> _Your instructions_
Please retype the data below line for line and leave out every picture.
[Opening Raw data section]
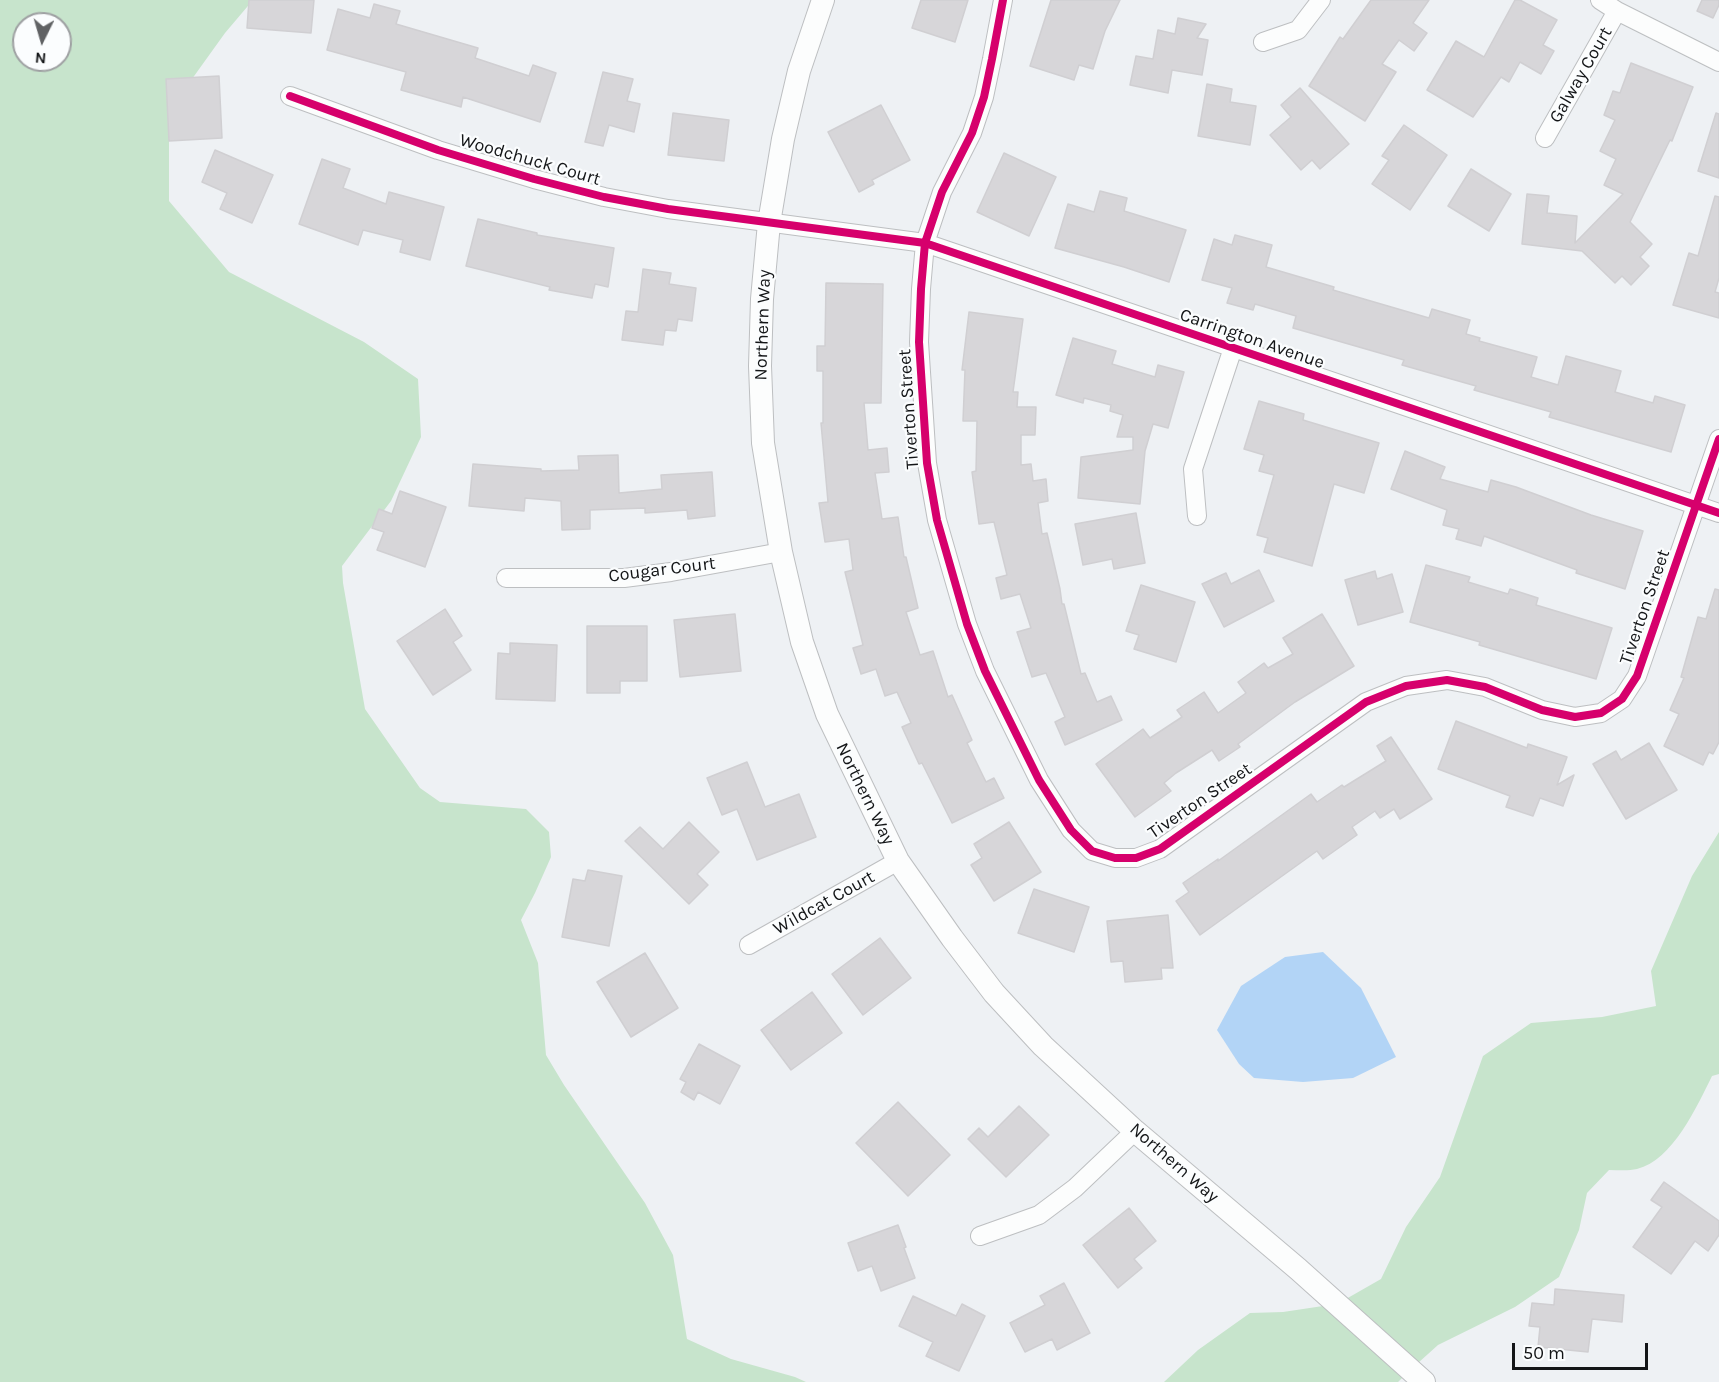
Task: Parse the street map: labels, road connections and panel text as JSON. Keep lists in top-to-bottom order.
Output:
{
  "streets": {
    "street": [
      "Galway Court",
      "Woodchuck Court",
      "Northern Way",
      "Carrington Avenue",
      "Tiverton Street",
      "Cougar Court",
      "Wildcat Court"
    ]
  },
  "crossings": [
    ["Woodchuck Court", "Northern Way"],
    ["Woodchuck Court", "Carrington Avenue"],
    ["Northern Way", "Carrington Avenue"],
    ["Northern Way", "Cougar Court"],
    ["Northern Way", "Wildcat Court"],
    ["Carrington Avenue", "Tiverton Street"]
  ],
  "scale_bar": "50 m",
  "north": "bottom"
}
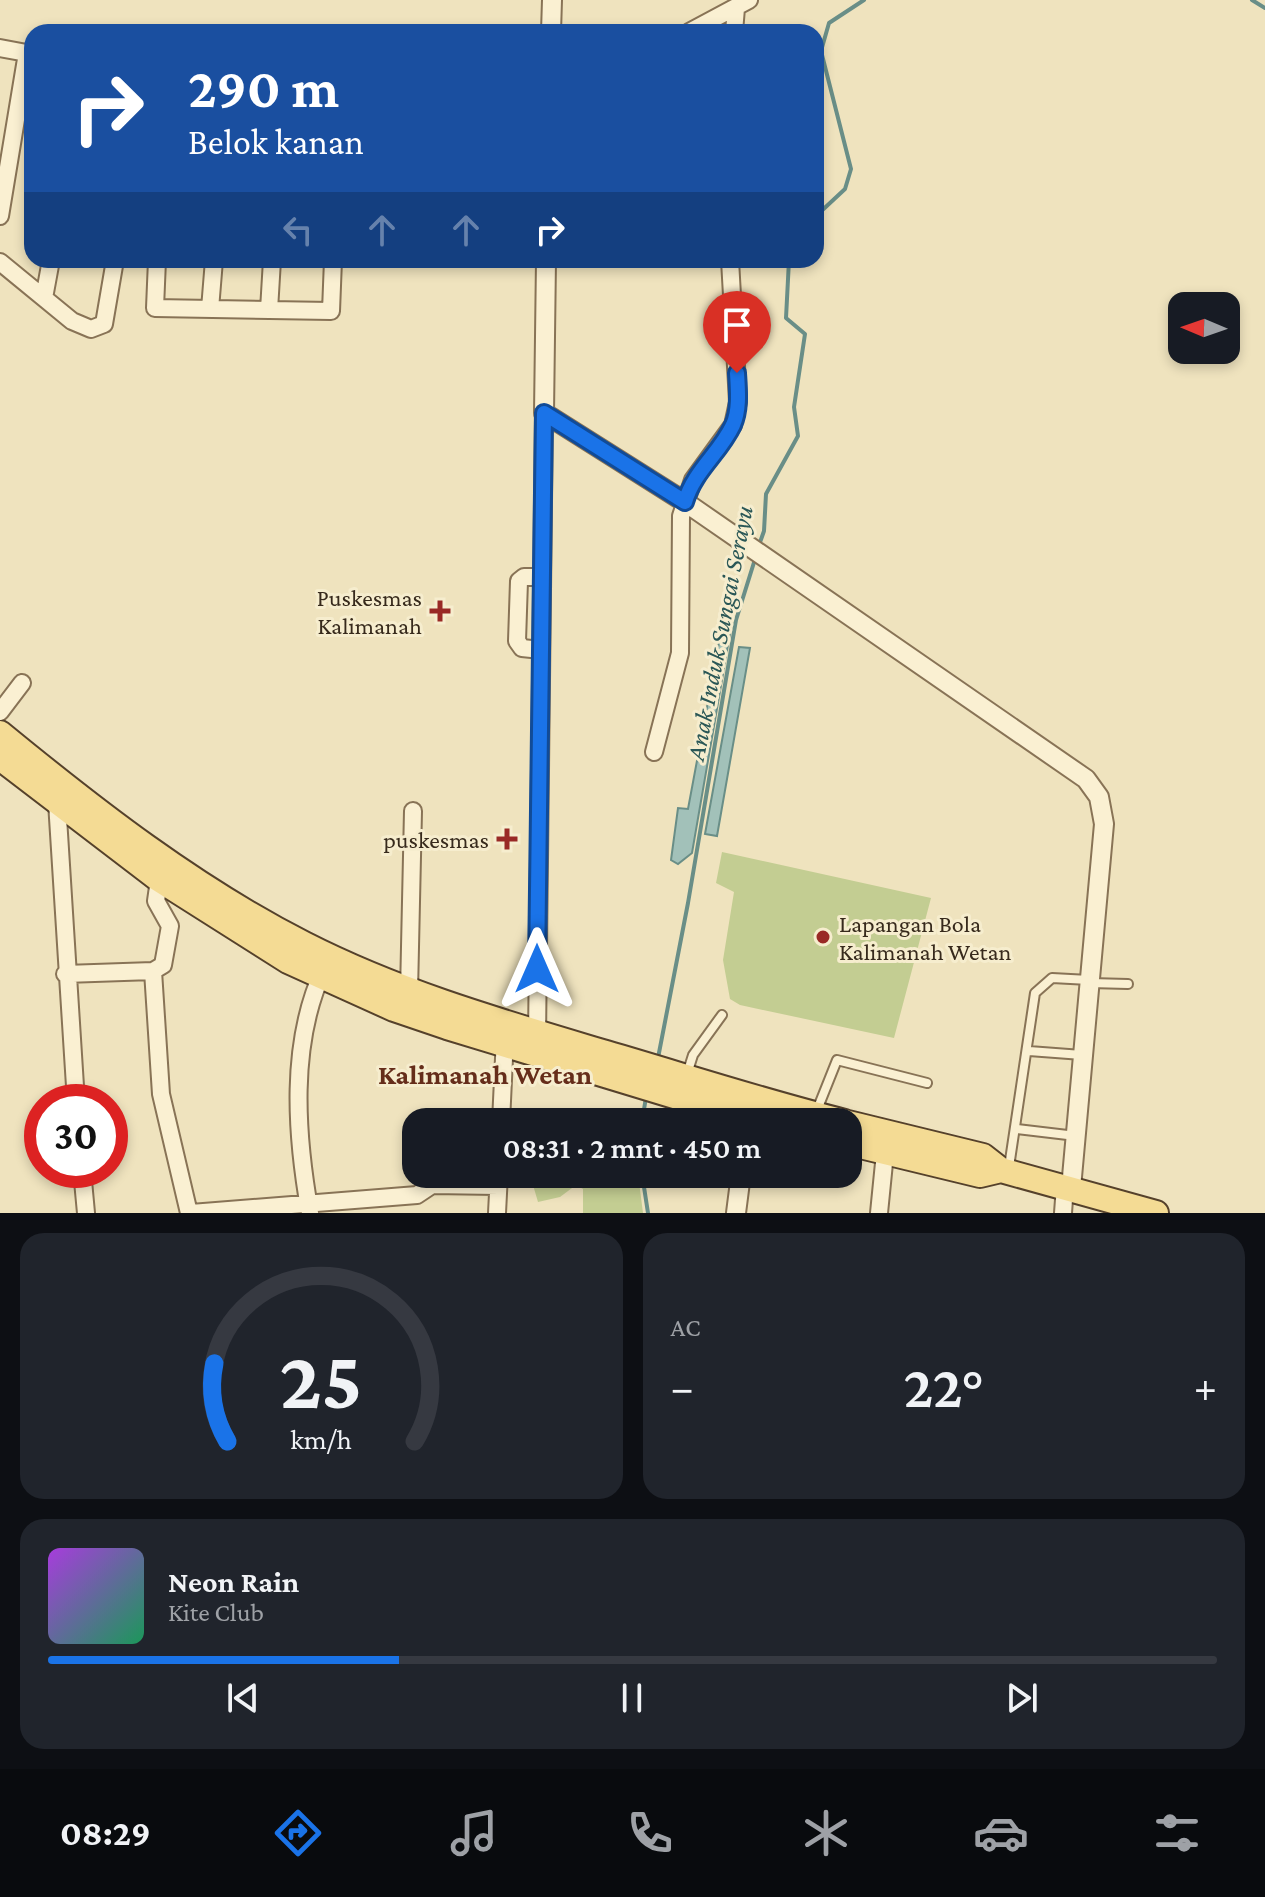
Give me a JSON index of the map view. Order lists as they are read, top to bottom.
{
  "districts": ["Kalimanah Wetan"],
  "water": ["Anak Induk Sungai Serayu"],
  "places": {
    "health": ["Puskesmas Kalimanah", "puskesmas"],
    "other": ["Lapangan Bola Kalimanah Wetan"]
  },
  "north": "left",
  "page": {
    "turn": ["290 m", "Belok kanan"],
    "limit": "30",
    "trip": "08:31 · 2 mnt · 450 m",
    "tile": "AC",
    "heat": ["−", "22°", "+"],
    "song": ["Neon Rain", "Kite Club"],
    "tabs": "08:29",
    "gauge": ["25", "km/h"]
  }
}
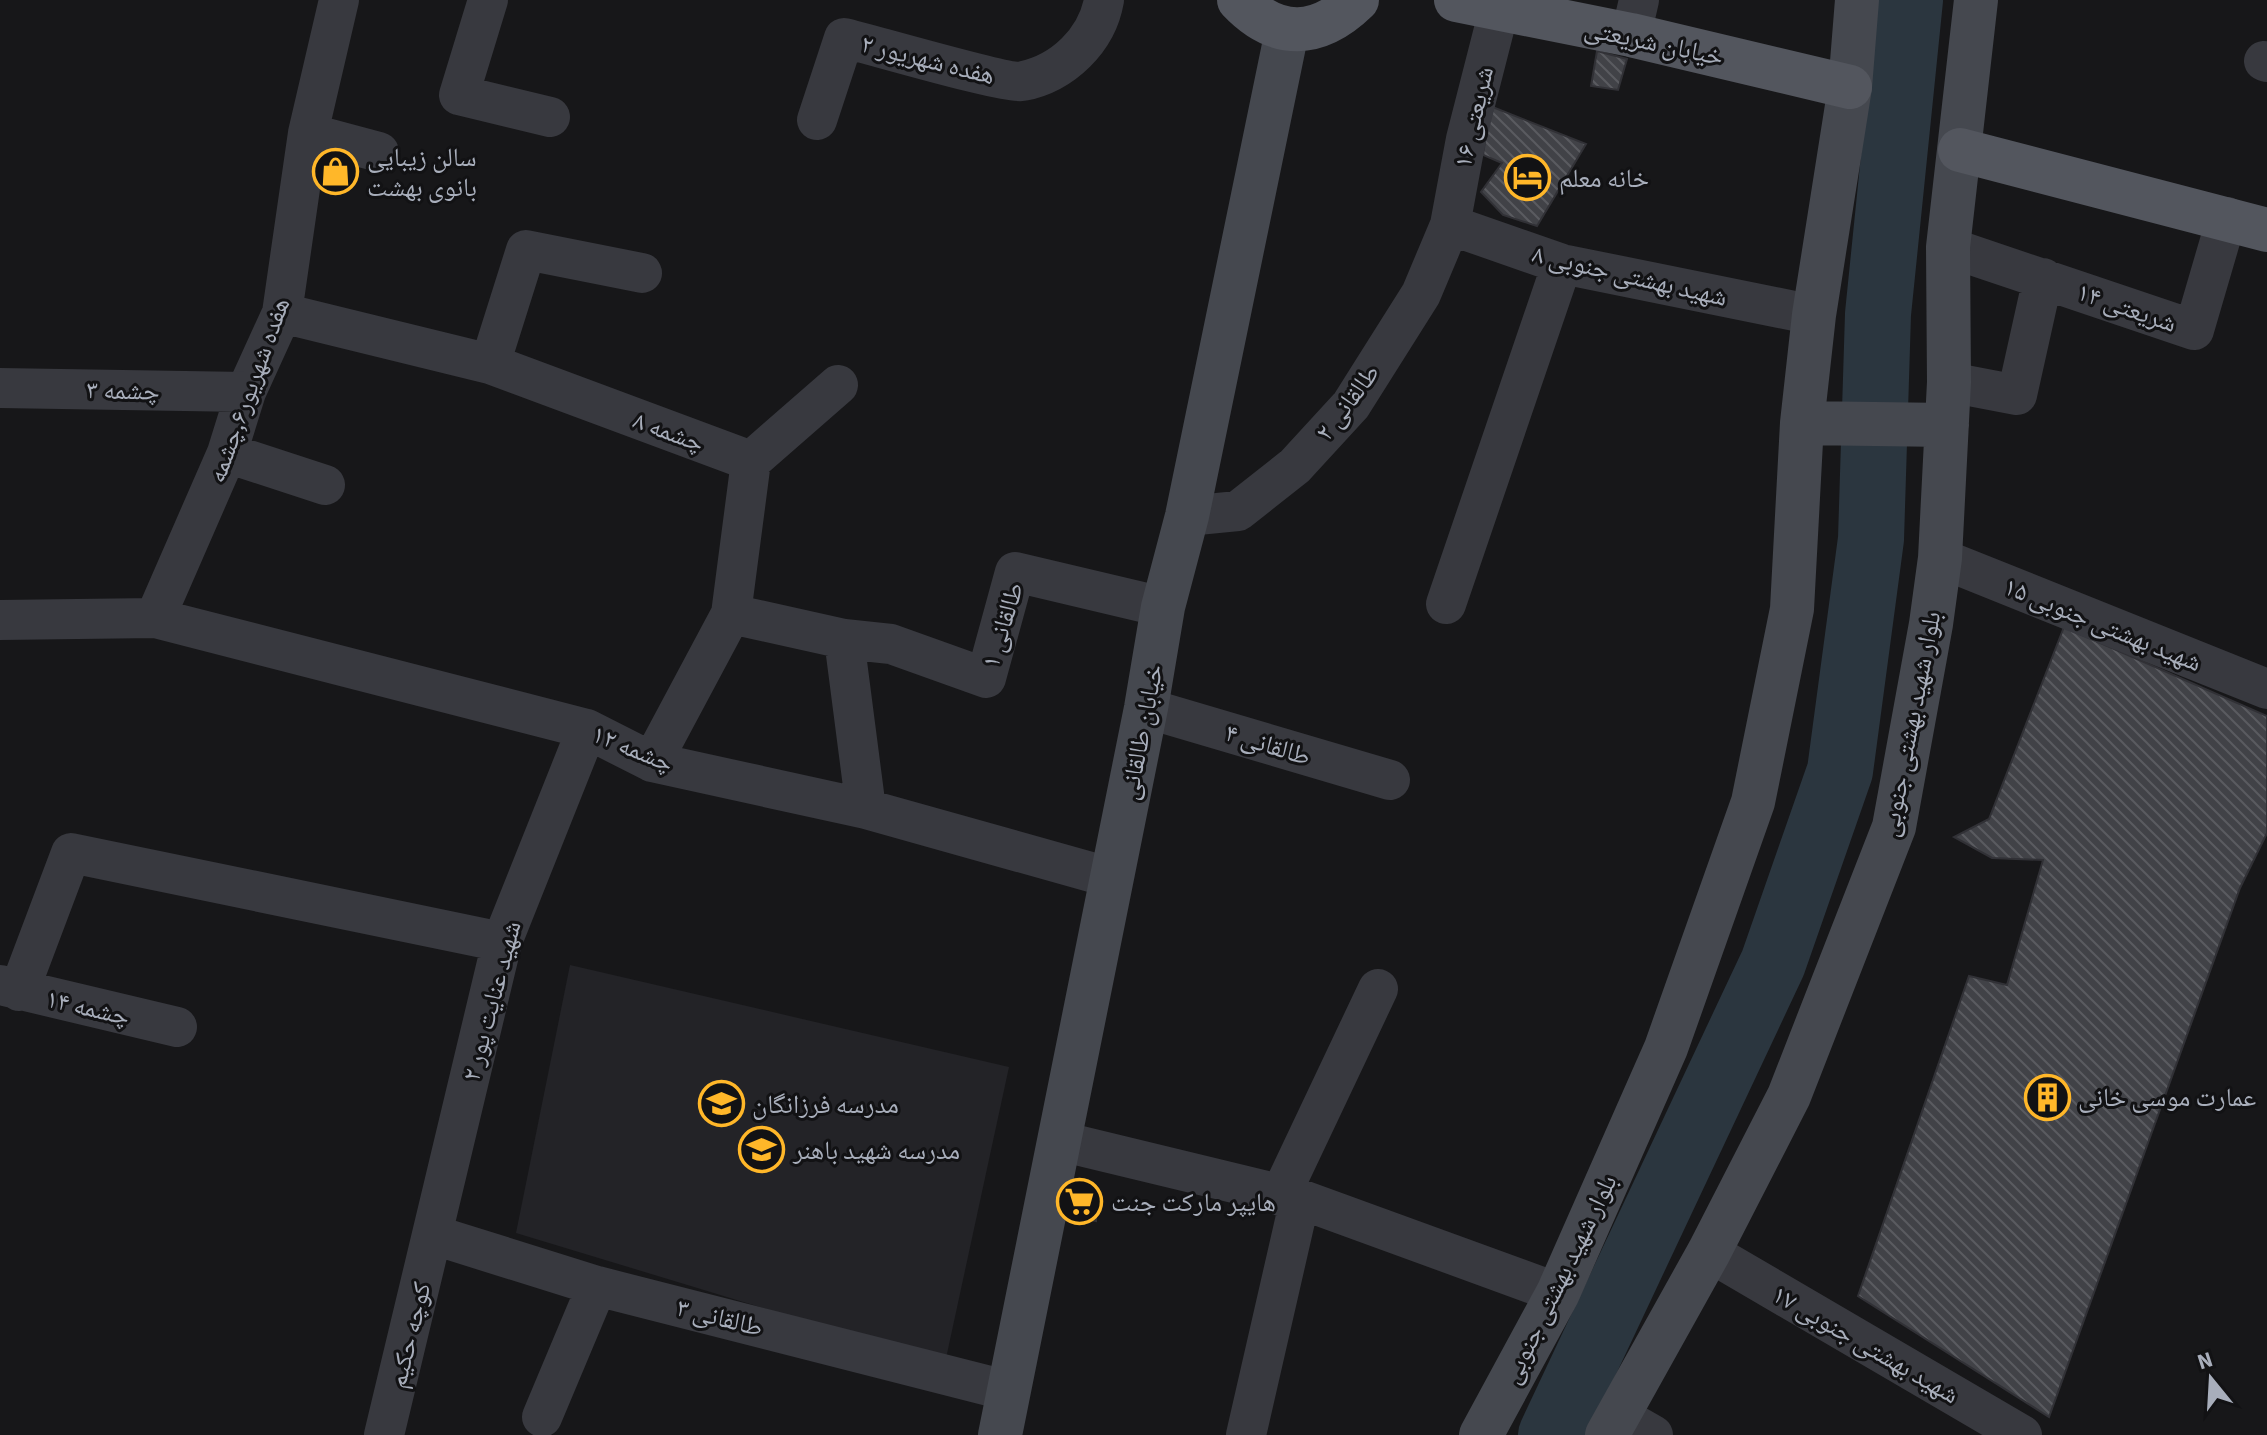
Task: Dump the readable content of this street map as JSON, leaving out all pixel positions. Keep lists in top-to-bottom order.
[Closing Raw data section]
> _Result for this exercise_
Task: Parse the street map: labels, road connections and panel text as JSON. Keep lists in top-to-bottom order.
Output:
{
  "streets": {
    "street": [
      "Galway Court",
      "Woodchuck Court",
      "Northern Way",
      "Carrington Avenue",
      "Tiverton Street",
      "Cougar Court",
      "Wildcat Court"
    ]
  },
  "crossings": [
    ["Woodchuck Court", "Northern Way"],
    ["Woodchuck Court", "Carrington Avenue"],
    ["Northern Way", "Carrington Avenue"],
    ["Northern Way", "Cougar Court"],
    ["Northern Way", "Wildcat Court"],
    ["Carrington Avenue", "Tiverton Street"]
  ],
  "scale_bar": "50 m",
  "north": "bottom"
}
Give me a JSON index of the map view. Order lists as they are read, top to bottom.
{
  "districts": ["Kalimanah Wetan"],
  "water": ["Anak Induk Sungai Serayu"],
  "places": {
    "health": ["Puskesmas Kalimanah", "puskesmas"],
    "other": ["Lapangan Bola Kalimanah Wetan"]
  },
  "north": "left",
  "page": {
    "turn": ["290 m", "Belok kanan"],
    "limit": "30",
    "trip": "08:31 · 2 mnt · 450 m",
    "tile": "AC",
    "heat": ["−", "22°", "+"],
    "song": ["Neon Rain", "Kite Club"],
    "tabs": "08:29",
    "gauge": ["25", "km/h"]
  }
}
Task: Dump the readable content of this street map as JSON, leaving out all pixel positions. Keep lists in top-to-bottom order.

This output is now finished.